The discography of British R&B and pop recording singer Alexandra Burke consists of three studio albums, fourteen singles as a main artist, one as a featured artist and twelve music videos.

Alexandra made her debut in 2008 when she auditioned for British reality talent show, The X Factor during the fifth series, and ultimately won the show on 12 December 2008. During the series she dueted with Beyoncé Knowles on Knowles' "Listen". Due to winning the show, she won a record deal with Sony BMG and Syco Music and released her debut single, "Hallelujah". "Hallelujah" peaked at number-one on the UK Singles Chart and the Irish Singles Chart. The song became the current European record holder for single sales over a period of 24 hours, selling 105,000 copies in one day. It was also the top-selling song of the year in the UK, and became the 2008 UK Christmas number-one single. By January 2009, UK sales of Burke's version had passed one million copies, a first for a British female soloist. The music video for the song was directed by Max and Dania who directed the charity single Burke released with fellow X Factor Finalists 2008, "Hero" which also charted at number-one on the UK Singles Chart and Irish Singles Chart.

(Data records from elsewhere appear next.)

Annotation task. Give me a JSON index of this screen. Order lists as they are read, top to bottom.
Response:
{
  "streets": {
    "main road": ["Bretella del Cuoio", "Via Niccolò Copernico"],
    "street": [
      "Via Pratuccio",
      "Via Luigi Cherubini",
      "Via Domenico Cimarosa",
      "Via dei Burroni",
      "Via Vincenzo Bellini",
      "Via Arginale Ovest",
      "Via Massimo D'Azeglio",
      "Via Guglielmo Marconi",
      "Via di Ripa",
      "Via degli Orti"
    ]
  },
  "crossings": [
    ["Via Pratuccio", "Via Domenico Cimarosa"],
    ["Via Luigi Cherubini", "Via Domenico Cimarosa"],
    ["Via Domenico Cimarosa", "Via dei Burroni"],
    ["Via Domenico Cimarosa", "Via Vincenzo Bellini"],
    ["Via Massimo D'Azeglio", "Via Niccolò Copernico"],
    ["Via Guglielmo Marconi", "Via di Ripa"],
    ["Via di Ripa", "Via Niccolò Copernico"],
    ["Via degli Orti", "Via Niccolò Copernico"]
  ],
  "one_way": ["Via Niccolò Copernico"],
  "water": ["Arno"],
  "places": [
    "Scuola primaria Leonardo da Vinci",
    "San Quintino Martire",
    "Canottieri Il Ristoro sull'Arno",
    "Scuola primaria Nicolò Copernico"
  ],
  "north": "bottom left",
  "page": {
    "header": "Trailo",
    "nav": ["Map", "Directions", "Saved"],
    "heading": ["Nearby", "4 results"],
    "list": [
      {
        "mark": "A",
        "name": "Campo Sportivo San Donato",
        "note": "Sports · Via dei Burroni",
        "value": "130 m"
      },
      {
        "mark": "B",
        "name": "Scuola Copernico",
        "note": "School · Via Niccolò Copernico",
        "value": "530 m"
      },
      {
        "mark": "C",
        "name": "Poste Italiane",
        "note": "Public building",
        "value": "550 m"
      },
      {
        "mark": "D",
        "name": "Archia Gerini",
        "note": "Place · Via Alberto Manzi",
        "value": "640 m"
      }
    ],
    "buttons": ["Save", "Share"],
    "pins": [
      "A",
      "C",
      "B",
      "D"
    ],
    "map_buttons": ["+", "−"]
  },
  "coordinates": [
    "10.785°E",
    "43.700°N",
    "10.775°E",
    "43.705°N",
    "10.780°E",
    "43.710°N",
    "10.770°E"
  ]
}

Burke returned in late 2009 with follow-up single, "Bad Boys" which featured vocals from American rapper, Flo Rida. She performed the song on the first live show of the sixth series of The X Factor. The R&B single debuted at number-one on the UK Singles Chart and Irish Singles Chart as well as Burke gaining international success with the single. "Bad Boys" went on to gain a Platinum certification and Burke was nominated for a BRIT Award, it was the second time Burke was nominated for the Best British Single, first time with "Hallelujah". In the UK, "Bad Boys" is the 18th biggest download of all time.

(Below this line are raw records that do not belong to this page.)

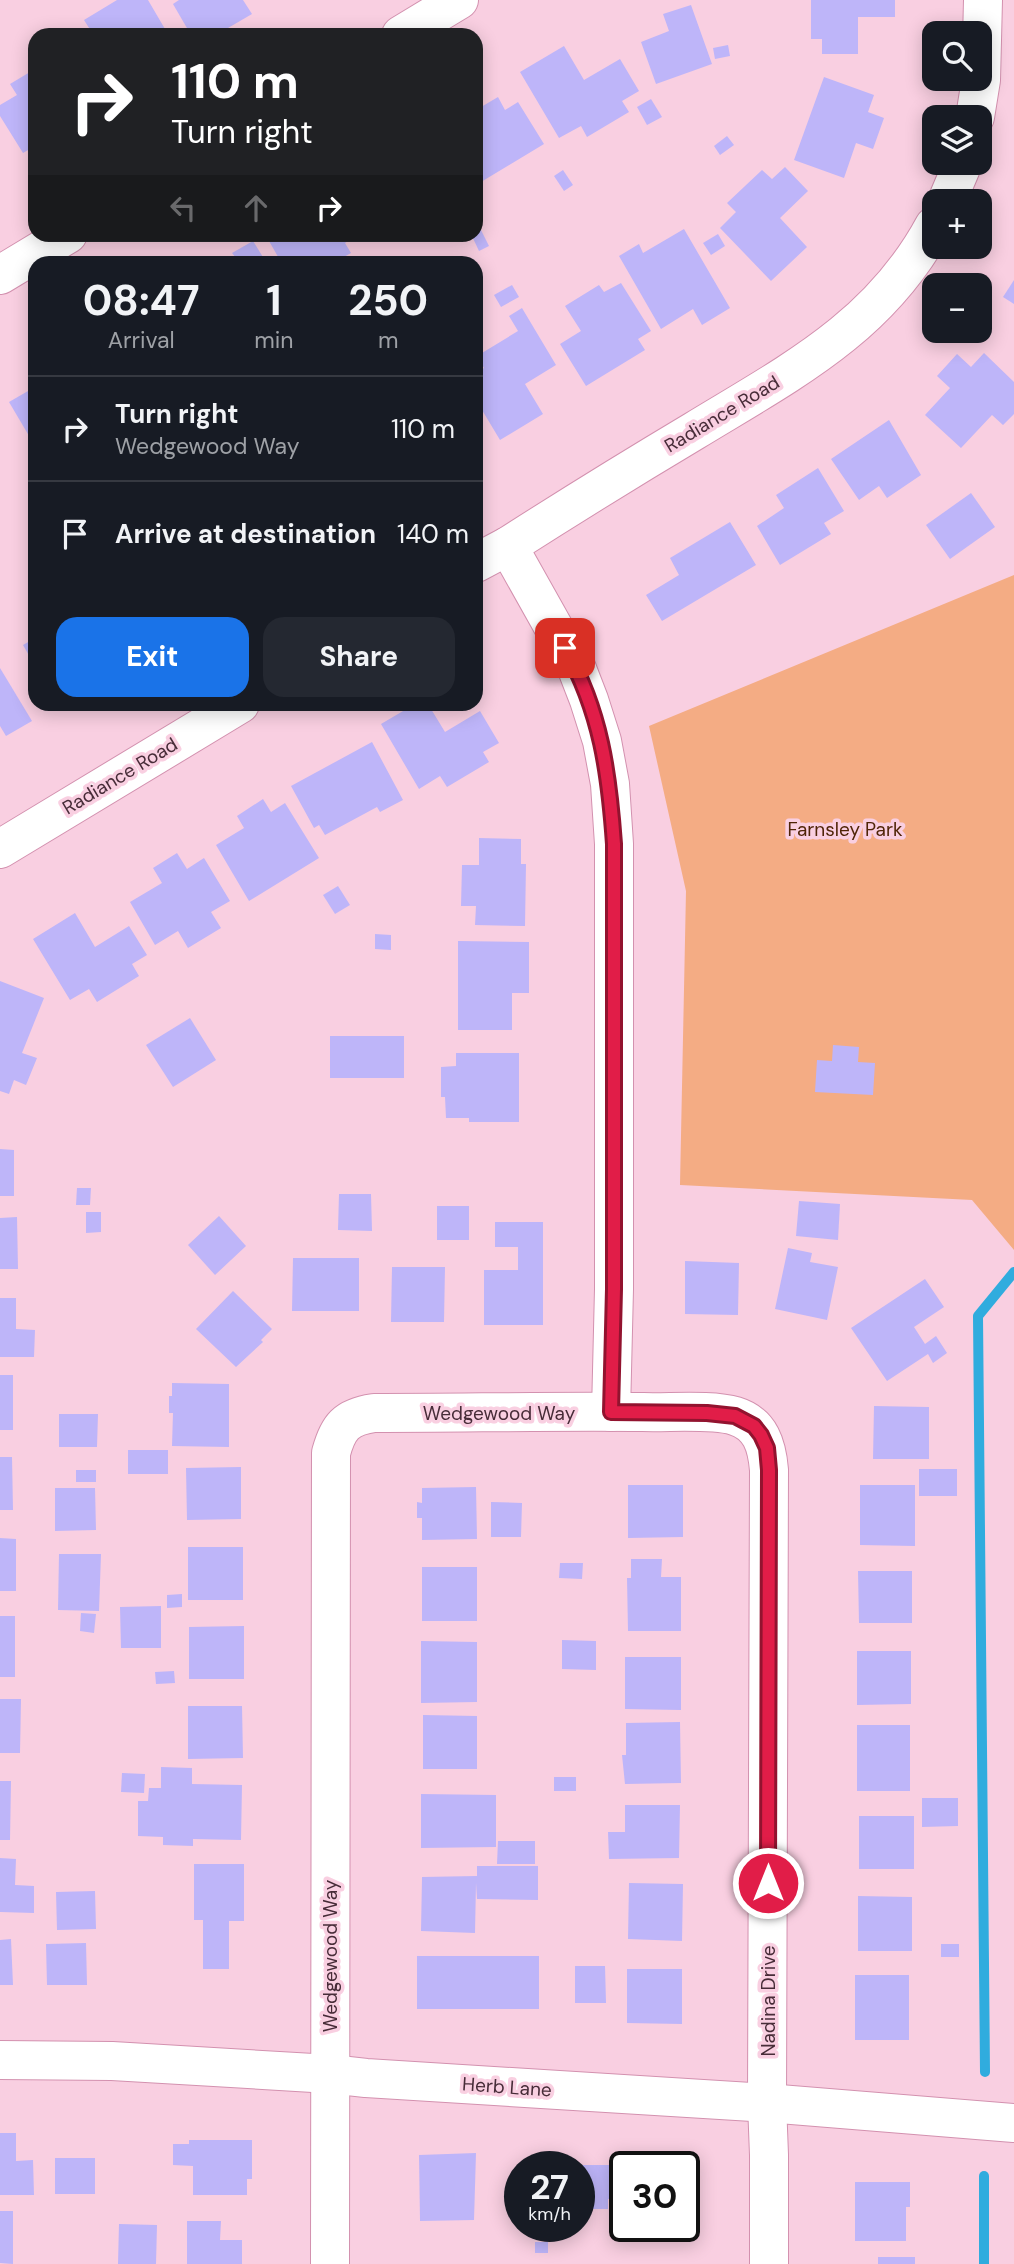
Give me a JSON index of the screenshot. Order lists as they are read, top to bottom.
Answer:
{
  "streets": {
    "street": [
      "Radiance Road",
      "Wedgewood Way",
      "Nadina Drive",
      "Herb Lane"
    ]
  },
  "crossings": [
    ["Wedgewood Way", "Nadina Drive"],
    ["Wedgewood Way", "Herb Lane"],
    ["Nadina Drive", "Herb Lane"]
  ],
  "parks": ["Farnsley Park"],
  "page": {
    "map_buttons": ["+", "−"],
    "turn": ["110 m", "Turn right"],
    "eta": [
      "08:47",
      "Arrival",
      "1",
      "min",
      "250",
      "m"
    ],
    "list": [
      {
        "name": "Turn right",
        "note": "Wedgewood Way",
        "value": "110 m"
      },
      {
        "name": "Arrive at destination",
        "value": "140 m"
      }
    ],
    "buttons": ["Exit", "Share"],
    "speed": "27 km/h",
    "limit": "30"
  }
}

She released her debut album Overcome in October 2009. It was described as "edgy" and "beaty". The album was said to resemble the style of artists such as Rihanna or Lady Gaga. Upon the release of the album, the album went straight to number one on the UK Albums Chart selling 132,065 in its first week. Its first-week numbers were the fourth largest first-week sales by a female artist in 2009 behind releases by Susan Boyle, Lily Allen and Leona Lewis and was the twenty-second best-selling album of 2009, and the forty-third best-selling album of 2010. The album spent 60 weeks on the UK Albums Chart and has been certified double platinum by the British Phonographic Industry (BPI) for shipments over 600,000 copies. "Broken Heels" was released as the album third single and "All Night Long" featuring Pitbull as the fourth. "All Night Long" received a platinum certification and Burke was nominated for another BRIT Award in 2010. "Start Without You" was released in mid-2010 and the song went on to top the UK Singles Chart, and "The Silence" was released as the final single from the album.

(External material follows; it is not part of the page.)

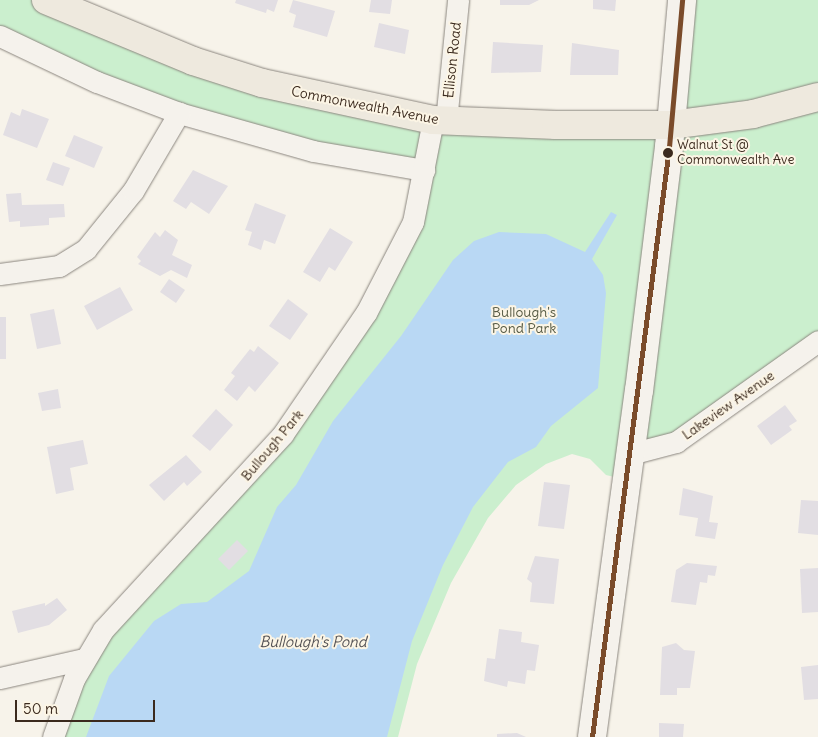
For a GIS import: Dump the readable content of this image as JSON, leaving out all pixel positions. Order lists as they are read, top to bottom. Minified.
{"streets":{"main road":["Commonwealth Avenue"],"street":["Ellison Road","Lakeview Avenue","Bullough Park"]},"crossings":[["Ellison Road","Commonwealth Avenue"],["Ellison Road","Bullough Park"],["Commonwealth Avenue","Bullough Park"]],"water":["Bullough's Pond"],"parks":["Bullough's Pond Park"],"places":["Walnut St @ Commonwealth Ave"],"scale_bar":"50 m"}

Work began in 2011 on a second studio album, titled Heartbreak on Hold, which was released on 4 June 2012. The lead single, "Elephant"—featuring Erick Morillo—was released on 11 March 2012 through RCA Records, where it debuted at number three in the United Kingdom; marking Burke's sixth top ten single as a solo artist. A second single, "Let It Go" was released and peaked at number 33. The album then debuted and peaked at number 18.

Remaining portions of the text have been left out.